The GPA Increase Targets Students of Color


Destene Savariau News Editor

There have been many whispers, and many loud, disgruntled ones, about a rise in the required grade point average for board leaders. However, I do not think the administration realizes how much this policy will discourage struggling or multitasking students from leadership positions. Additionally, as a social justice university, it will target students of color.  

Playing devil’s advocate, this could be all for optics. Having clubs with board leaders above 2.5 GPAs could be great for the school’s image, most notably for multicultural clubs. The school could easily claim that it is a win for the university as it also serves its social justice agenda. They can claim that they have high-achieving, brilliant minority leaders. As if we are monkeys in cages meant to be on display for the sake of the university’s image.  

Nevertheless, if that were the case, this accomplishment would still only be thanks to students’ hard work and dedication. Yet the school would still claim it was their doing that inspired this accomplishment, much like they have done for many multicultural achievements.  

Additionally, many eboard leaders and students of color maintain a decent to good academic standing while working multiple jobs, taking care of families and commuting from home where they have more responsibilities.  

Despite all this, hardworking students like them still put their all into being a leader and running a club. While they may not all have a 2.5 GPA, this new requirement could force these students out of the clubs and cause the club to shut down due to a lack of leadership.  

On top of that, leadership positions are excellent preparers for the real world and are what help build character. So, in addition to looking good on a student’s resume, eboard positions help develop social, networking, confidence and leadership skills.  

With this possible, incoming policy, one thing the administration seems to forget is that GPAs are much harder to maintain than they seem to think. Once it drops, it is hard to get back up, and all it takes is one bad semester. And if students are working multiple jobs to pay for college, holding them to the same standard as those who do not have to struggle for education is unfair.
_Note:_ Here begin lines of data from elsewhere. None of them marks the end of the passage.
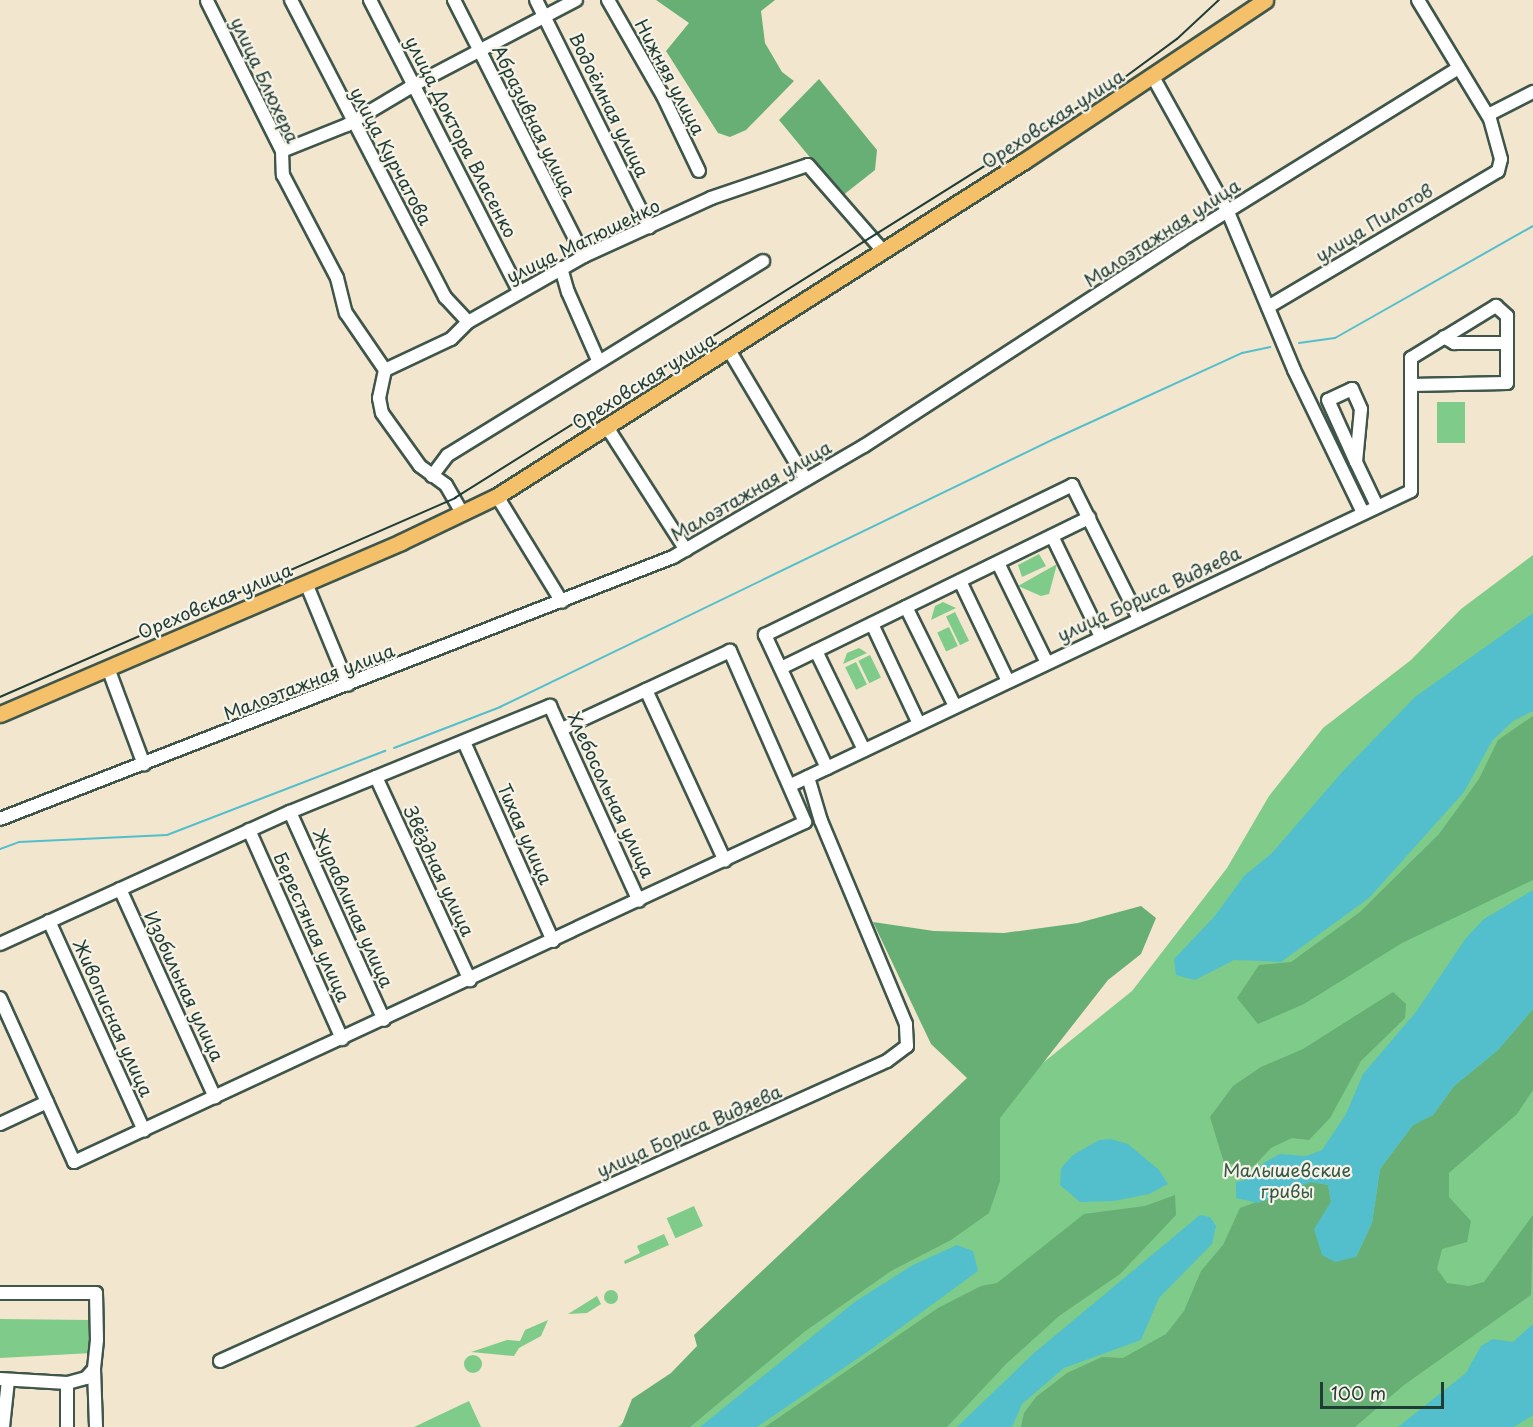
<!DOCTYPE html>
<html>
<head>
<meta charset="utf-8">
<style>
	body { margin:0 }
	#map { position:relative; width:1533px; height:1427px; overflow:hidden; background:#f3e6ce; font-family:"Playpen Sans",sans-serif }
	div>[style] { position:absolute }
	[style*='--x'] { left:calc(var(--x)*1px); top:calc(var(--y)*1px); width:calc(var(--w)*1px); rotate:calc(var(--a)*1deg) }
	.green>* { inset:0; background:#7fcb89; transform-origin:0 0 }
	.round { border-radius:50% }
	.forest>* { inset:0; background:#67af75 }
	.water>* { inset:0; background:#53bfcc }
	.stream>* { height:2px; margin:-1px; padding:0 1px; transform-origin:1px; border-radius:1px; background:#53bfcc }
	.roads { filter:drop-shadow(2px 0 #3f564b) drop-shadow(-2px 0 #3f564b) drop-shadow(0 2px #3f564b) drop-shadow(0 -2px #3f564b) }
	.minor>* { height:12px; margin:-6px; padding:0 6px; transform-origin:6px; border-radius:6px; background:#fff }
	.major>* { height:15px; margin:-7.5px; padding:0 7.5px; transform-origin:7.5px; border-radius:7.5px; background:#f4c16a }
	.tram>* { height:1.5px; margin:-0.75px; padding:0 0.75px; transform-origin:0.75px; border-radius:0.75px; background:#1f3d34 }
	span { translate:-50% -50%; white-space:nowrap; text-align:center; line-height:1.15; -webkit-text-stroke:4.5px #f7f3e8; paint-order:stroke }
	.street-label { font-size:18px; color:#1f3d34 }
	.park-label { font-size:18px; color:#325945 }
	.scale { position:absolute; left:1320px; top:1382px; width:124px; height:27px; box-sizing:border-box; border:3px solid #1f3d34; border-top:0; padding-left:8px; font-size:18px; line-height:21px; white-space:nowrap; color:#1f3d34; -webkit-text-stroke:4px #f7f3e8; paint-order:stroke }
</style>
</head>
<body>
<div id="map">
	<div class="green">
		<i style="left:1437px;top:402px;width:28px;height:41px"></i>
		<i style="clip-path:polygon(1039px 554px,1046px 566px,1022px 577px,1018px 565px)"></i>
		<i style="clip-path:polygon(1533px 555px,1533px 1427px,618px 1427px,926px 1157px,1132px 991px,1227px 868px,1269px 796px,1323px 728px,1411px 660px,1461px 609px)"></i>
		<i style="clip-path:polygon(1057px 564px,1049px 594px,1041px 596px,1018px 586px)"></i>
		<i style="clip-path:polygon(943px 602px,956px 608px,931px 620px,935px 606px)"></i>
		<i style="left:955px;top:612px;width:32px;height:10px;rotate:64deg"></i>
		<i style="left:949px;top:627px;width:21px;height:13px;rotate:65deg"></i>
		<i style="clip-path:polygon(859px 648px,867px 653px,843px 664px,847px 653px)"></i>
		<i style="left:870px;top:655px;width:25px;height:13px;rotate:64deg"></i>
		<i style="left:856px;top:662px;width:25px;height:12px;rotate:64deg"></i>
		<i style="left:694px;top:1206px;width:22px;height:30px;rotate:66deg"></i>
		<i style="clip-path:polygon(664px 1234px,669px 1245px,625px 1264px,624px 1261px,640px 1253px,637px 1246px)"></i>
		<i class="round" style="left:604px;top:1290px;width:14px;height:14px"></i>
		<i style="clip-path:polygon(597px 1296px,601px 1304px,587px 1313px,568px 1314px)"></i>
		<i style="clip-path:polygon(0 1319px,91px 1320px,92px 1353px,0 1358px)"></i>
		<i style="clip-path:polygon(548px 1320px,541px 1336px,519px 1348px,514px 1356px,471px 1352px,507px 1340px,520px 1341px,525px 1330px)"></i>
		<i class="round" style="left:464px;top:1355px;width:18px;height:18px"></i>
		<i style="clip-path:polygon(469px 1401px,481px 1427px,414px 1427px)"></i>
	</div>
	<div class="forest">
		<i style="clip-path:polygon(656px 0,775px 0,761px 11px,765px 43px,782px 72px,794px 81px,746px 130px,730px 137px,718px 133px,666px 51px,689px 23px)"></i>
		<i style="clip-path:polygon(819px 79px,877px 150px,875px 170px,842px 196px,779px 120px)"></i>
		<i style="clip-path:polygon(1533px 716px,1533px 880px,1402px 943px,1304px 1004px,1258px 1024px,1237px 998px,1259px 965px,1291px 962px,1360px 912px,1439px 834px,1479px 779px,1498px 740px)"></i>
		<i style="clip-path:polygon(1141px 906px,1156px 918px,1141px 954px,1108px 980px,1000px 1118px,1000px 1181px,989px 1213px,951px 1240px,891px 1271px,804px 1332px,690px 1427px,621px 1427px,632px 1399px,671px 1373px,697px 1346px,694px 1335px,967px 1078px,931px 1044px,873px 922px,934px 931px,1004px 933px,1078px 923px)"></i>
		<i style="clip-path:polygon(1393px 992px,1406px 1004px,1405px 1018px,1361px 1061px,1330px 1118px,1309px 1140px,1292px 1138px,1271px 1148px,1253px 1167px,1224px 1163px,1210px 1117px,1233px 1086px,1261px 1067px,1303px 1049px)"></i>
		<i style="clip-path:polygon(1533px 1009px,1533px 1090px,1517px 1114px,1449px 1173px,1449px 1197px,1471px 1221px,1467px 1242px,1442px 1249px,1437px 1269px,1447px 1283px,1469px 1286px,1484px 1282px,1533px 1215px,1531px 1295px,1404px 1385px,1355px 1427px,1021px 1427px,1024px 1413px,1036px 1397px,1067px 1373px,1102px 1357px,1123px 1358px,1166px 1334px,1184px 1311px,1201px 1271px,1223px 1245px,1240px 1208px,1311px 1182px,1328px 1185px,1331px 1202px,1315px 1229px,1356px 1257px,1372px 1223px,1380px 1169px,1413px 1125px,1433px 1115px,1454px 1086px,1498px 1050px)"></i>
		<i style="clip-path:polygon(1175px 1195px,1176px 1215px,1120px 1274px,1059px 1316px,1006px 1364px,947px 1427px,765px 1427px,938px 1308px,981px 1286px,997px 1283px,1084px 1214px,1145px 1206px)"></i>
	</div>
	<div class="water">
		<i style="clip-path:polygon(1533px 613px,1533px 711px,1513px 721px,1492px 741px,1464px 792px,1369px 898px,1281px 962px,1234px 960px,1195px 980px,1176px 975px,1174px 959px,1214px 917px,1244px 876px,1272px 853px,1343px 771px,1415px 697px)"></i>
		<i style="clip-path:polygon(1533px 890px,1533px 1009px,1498px 1050px,1454px 1086px,1433px 1115px,1413px 1125px,1380px 1169px,1372px 1223px,1356px 1257px,1335px 1262px,1322px 1255px,1314px 1229px,1331px 1202px,1328px 1185px,1311px 1182px,1258px 1203px,1236px 1198px,1236px 1182px,1245px 1180px,1265px 1162px,1280px 1154px,1306px 1156px,1322px 1150px,1346px 1114px,1363px 1074px,1416px 1012px,1466px 938px,1484px 919px)"></i>
		<i style="clip-path:polygon(1111px 1139px,1128px 1144px,1159px 1170px,1168px 1184px,1149px 1194px,1114px 1201px,1080px 1202px,1060px 1185px,1061px 1168px,1073px 1155px,1099px 1140px)"></i>
		<i style="clip-path:polygon(1200px 1215px,1210px 1217px,1216px 1226px,1212px 1244px,1159px 1298px,1141px 1340px,1064px 1368px,1022px 1404px,1012px 1427px,957px 1427px,1034px 1353px)"></i>
		<i style="clip-path:polygon(957px 1245px,973px 1251px,978px 1271px,870px 1350px,757px 1427px,700px 1427px,856px 1301px,913px 1265px)"></i>
		<i style="clip-path:polygon(1533px 1324px,1533px 1415px,1514px 1427px,1398px 1427px,1466px 1373px,1481px 1346px,1493px 1339px,1513px 1342px)"></i>
	</div>
	<div class="stream">
		<i style="--x:1299;--y:343;--w:36;--a:-8"></i>
		<i style="--x:1335;--y:338;--w:227;--a:-29.5"></i>
		<i style="--x:394;--y:748;--w:114;--a:-21.1"></i>
		<i style="--x:500;--y:707;--w:615;--a:-25.82"></i>
		<i style="--x:1054;--y:439;--w:207;--a:-24.6"></i>
		<i style="--x:1242;--y:353;--w:29;--a:-12"></i>
		<i style="--x:0;--y:849;--w:20;--a:-20"></i>
		<i style="--x:19;--y:842;--w:148;--a:-2.7"></i>
		<i style="--x:167;--y:835;--w:234;--a:-21.1"></i>
	</div>
	<div class="roads">
		<div class="minor">
			<i style="--x:291;--y:0;--w:335;--a:62.6"></i>
			<i style="--x:445;--y:297;--w:34;--a:47"></i>
			<i style="--x:370;--y:0;--w:327;--a:62.9"></i>
			<i style="--x:454;--y:0;--w:287;--a:63.1"></i>
			<i style="--x:536;--y:0;--w:254;--a:63.5"></i>
			<i style="--x:608;--y:0;--w:111;--a:60.2"></i>
			<i style="--x:663;--y:96;--w:83;--a:64.4"></i>
			<i style="--x:207;--y:1;--w:168;--a:63.4"></i>
			<i style="--x:282;--y:151;--w:24;--a:88"></i>
			<i style="--x:283;--y:175;--w:116;--a:62.3"></i>
			<i style="--x:337;--y:278;--w:36;--a:76"></i>
			<i style="--x:346;--y:313;--w:69;--a:55.6"></i>
			<i style="--x:385;--y:370;--w:29;--a:102"></i>
			<i style="--x:379;--y:398;--w:15;--a:79"></i>
			<i style="--x:382;--y:413;--w:65;--a:54.4"></i>
			<i style="--x:420;--y:466;--w:32;--a:36"></i>
			<i style="--x:446;--y:485;--w:32;--a:60"></i>
			<i style="--x:1153;--y:77;--w:154;--a:60.9"></i>
			<i style="--x:1228;--y:212;--w:171;--a:67.3"></i>
			<i style="--x:1294;--y:370;--w:159;--a:64.2"></i>
			<i style="--x:1488;--y:115;--w:51;--a:-27.1"></i>
			<i style="--x:282;--y:151;--w:70;--a:-21.8"></i>
			<i style="--x:347;--y:125;--w:78;--a:-30.8"></i>
			<i style="--x:414;--y:85;--w:183;--a:-27.7"></i>
			<i style="--x:561;--y:268;--w:25;--a:74"></i>
			<i style="--x:568;--y:292;--w:74;--a:66.2"></i>
			<i style="--x:1268;--y:307;--w:267;--a:-30.6"></i>
			<i style="--x:1498;--y:171;--w:12;--a:-76"></i>
			<i style="--x:1501;--y:159;--w:41;--a:-105.4"></i>
			<i style="--x:1490;--y:119;--w:139;--a:-121.2"></i>
			<i style="--x:1444;--y:337;--w:12;--a:31"></i>
			<i style="--x:1454;--y:343;--w:53;--a:0"></i>
			<i style="--x:729;--y:350;--w:149;--a:59.3"></i>
			<i style="--x:385;--y:370;--w:73;--a:-25.2"></i>
			<i style="--x:451;--y:339;--w:24;--a:-45"></i>
			<i style="--x:468;--y:322;--w:133;--a:-29.6"></i>
			<i style="--x:584;--y:256;--w:140;--a:-24.5"></i>
			<i style="--x:711;--y:198;--w:102;--a:-18.8"></i>
			<i style="--x:808;--y:165;--w:114;--a:48.9"></i>
			<i style="--x:607;--y:427;--w:146;--a:57.3"></i>
			<i style="--x:1356;--y:462;--w:53;--a:-84.6"></i>
			<i style="--x:1361;--y:409;--w:22;--a:-114"></i>
			<i style="--x:1352;--y:389;--w:26;--a:155"></i>
			<i style="--x:1328;--y:400;--w:68;--a:65.7"></i>
			<i style="--x:1356;--y:462;--w:49;--a:64.5"></i>
			<i style="--x:432;--y:476;--w:26;--a:-53"></i>
			<i style="--x:448;--y:455;--w:370;--a:-31.6"></i>
			<i style="--x:497;--y:496;--w:124;--a:58.5"></i>
			<i style="--x:1052;--y:536;--w:112;--a:64.1"></i>
			<i style="--x:998;--y:563;--w:111;--a:63.9"></i>
			<i style="--x:960;--y:581;--w:111;--a:64.4"></i>
			<i style="--x:306;--y:583;--w:110;--a:67.6"></i>
			<i style="--x:906;--y:607;--w:110;--a:63.7"></i>
			<i style="--x:872;--y:624;--w:110;--a:64.8"></i>
			<i style="--x:816;--y:651;--w:110;--a:64.1"></i>
			<i style="--x:108;--y:668;--w:103;--a:69.6"></i>
			<i style="--x:781;--y:668;--w:343;--a:-26"></i>
			<i style="--x:646;--y:690;--w:188;--a:65.2"></i>
			<i style="--x:464;--y:742;--w:218;--a:65.9"></i>
			<i style="--x:827;--y:768;--w:147;--a:-115"></i>
			<i style="--x:765;--y:635;--w:342;--a:-26"></i>
			<i style="--x:1072;--y:485;--w:150;--a:63.4"></i>
			<i style="--x:376;--y:777;--w:224;--a:65.2"></i>
			<i style="--x:791;--y:785;--w:686;--a:-25.37"></i>
			<i style="--x:1411;--y:491;--w:133;--a:-90"></i>
			<i style="--x:1411;--y:358;--w:100;--a:-31.5"></i>
			<i style="--x:1496;--y:306;--w:15;--a:42"></i>
			<i style="--x:1507;--y:316;--w:67;--a:90"></i>
			<i style="--x:1507;--y:383;--w:96;--a:178.8"></i>
			<i style="--x:290;--y:812;--w:228;--a:65.7"></i>
			<i style="--x:0;--y:819;--w:722;--a:-21.27"></i>
			<i style="--x:673;--y:557;--w:221;--a:-30.2"></i>
			<i style="--x:864;--y:446;--w:378;--a:-33"></i>
			<i style="--x:1181;--y:240;--w:325;--a:-31.8"></i>
			<i style="--x:249;--y:830;--w:229;--a:66"></i>
			<i style="--x:120;--y:889;--w:229;--a:65.5"></i>
			<i style="--x:49;--y:921;--w:230;--a:65.6"></i>
			<i style="--x:0;--y:944;--w:319;--a:-24.5"></i>
			<i style="--x:290;--y:812;--w:281;--a:-22.2"></i>
			<i style="--x:550;--y:706;--w:214;--a:65.5"></i>
			<i style="--x:0;--y:998;--w:180;--a:65.7"></i>
			<i style="--x:74;--y:1162;--w:806;--a:-24.94"></i>
			<i style="--x:805;--y:822;--w:187;--a:-113.7"></i>
			<i style="--x:730;--y:651;--w:185;--a:155.1"></i>
			<i style="--x:0;--y:1124;--w:52;--a:-25.1"></i>
			<i style="--x:0;--y:1293;--w:96;--a:0"></i>
			<i style="--x:96;--y:1293;--w:47;--a:88.8"></i>
			<i style="--x:97;--y:1340;--w:29;--a:96"></i>
			<i style="--x:94;--y:1369;--w:12;--a:132"></i>
			<i style="--x:86;--y:1378;--w:20;--a:165"></i>
			<i style="--x:67;--y:1383;--w:67;--a:-176.6"></i>
			<i style="--x:220;--y:1361;--w:731;--a:-24.22"></i>
			<i style="--x:887;--y:1061;--w:25;--a:-37"></i>
			<i style="--x:907;--y:1046;--w:22;--a:-93"></i>
			<i style="--x:906;--y:1024;--w:220;--a:-112.7"></i>
			<i style="--x:821;--y:821;--w:46;--a:-106.5"></i>
			<i style="--x:94;--y:1369;--w:58;--a:88"></i>
			<i style="--x:3;--y:1427;--w:47;--a:-83.9"></i>
			<i style="--x:67;--y:1427;--w:44;--a:-90"></i>
		</div>
		<div class="major">
			<i style="--x:0;--y:714;--w:436;--a:-23.2"></i>
			<i style="--x:401;--y:542;--w:106;--a:-25.6"></i>
			<i style="--x:497;--y:496;--w:624;--a:-32.44"></i>
			<i style="--x:1024;--y:161;--w:290;--a:-33.7"></i>
		</div>
	</div>
	<div class="tram">
		<i style="--x:0;--y:697;--w:497;--a:-23.6"></i>
		<i style="--x:455;--y:498;--w:781;--a:-32.08"></i>
		<i style="--x:1117;--y:83;--w:74;--a:-36.3"></i>
		<i style="--x:1177;--y:39;--w:57;--a:-42.9"></i>
	</div>
	<div class="street-label">
		<span style="left:670px;top:77px;rotate:62deg">Нижняя улица</span>
		<span style="left:265px;top:80px;rotate:65deg">улица Блюхера</span>
		<span style="left:609px;top:105px;rotate:64deg">Водоёмная улица</span>
		<span style="left:1053px;top:119px;rotate:-33deg">Ореховская улица</span>
		<span style="left:534px;top:121px;rotate:64deg">Абразивная улица</span>
		<span style="left:461px;top:137px;rotate:63deg">улица Доктора Власенко</span>
		<span style="left:391px;top:156px;rotate:62deg">улица Курчатова</span>
		<span style="left:1374px;top:223px;rotate:-31deg">улица Пилотов</span>
		<span style="left:1162px;top:233px;rotate:-33deg">Малоэтажная улица</span>
		<span style="left:583px;top:241px;rotate:-26deg">улица Матюшенко</span>
		<span style="left:644px;top:381px;rotate:-32deg">Ореховская улица</span>
		<span style="left:751px;top:491px;rotate:-30deg">Малоэтажная улица</span>
		<span style="left:1149px;top:594px;rotate:-25deg">улица Бориса Видяева</span>
		<span style="left:215px;top:601px;rotate:-23deg">Ореховская улица</span>
		<span style="left:309px;top:682px;rotate:-21deg">Малоэтажная улица</span>
		<span style="left:611px;top:795px;rotate:65deg">Хлебосольная улица</span>
		<span style="left:525px;top:834px;rotate:66deg">Тихая улица</span>
		<span style="left:439px;top:871px;rotate:65deg">Звёздная улица</span>
		<span style="left:353px;top:908px;rotate:66deg">Журавлиная улица</span>
		<span style="left:312px;top:927px;rotate:66deg">Берестяная улица</span>
		<span style="left:184px;top:986px;rotate:65deg">Изобильная улица</span>
		<span style="left:113px;top:1018px;rotate:66deg">Живописная улица</span>
		<span style="left:689px;top:1131px;rotate:-24deg">улица Бориса Видяева</span>
	</div>
	<div class="park-label">
		<span style="left:1287px;top:1181px">Малышевские<br>гривы</span>
	</div>
	<div class="scale">100 m</div>
</div>
</body>
</html>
Requiring a student to maintain a 2.5 GPA to be a leader when students only need a 2.0 to graduate is ludicrous. Especially when it does not consider students’ personal lives. Being a leader or holding a position of power in the real world does not require a high GPA. Student leaders should be inspired to maintain a high GPA as they have a position of power instead of forcing it on them.  

Besides, as much as the university wants to brag about this being their first year with 51% of minority admissions, this is still a predominantly white institution. One year of granted tokenism does not change that, and this higher GPA requirement will be no problem for privileged individuals who can afford to skate throughout college.

In contrast, many of us not-so-privileged students must work four times as hard to get half of what the privileged have. Adding a higher GPA requirement may “build character,” as people love to say about the black, brown and disenfranchised struggle, but only at the cost of many disadvantaged students’ mental well-being under all that pressure. And at a division two school no less, not even an Ivy League.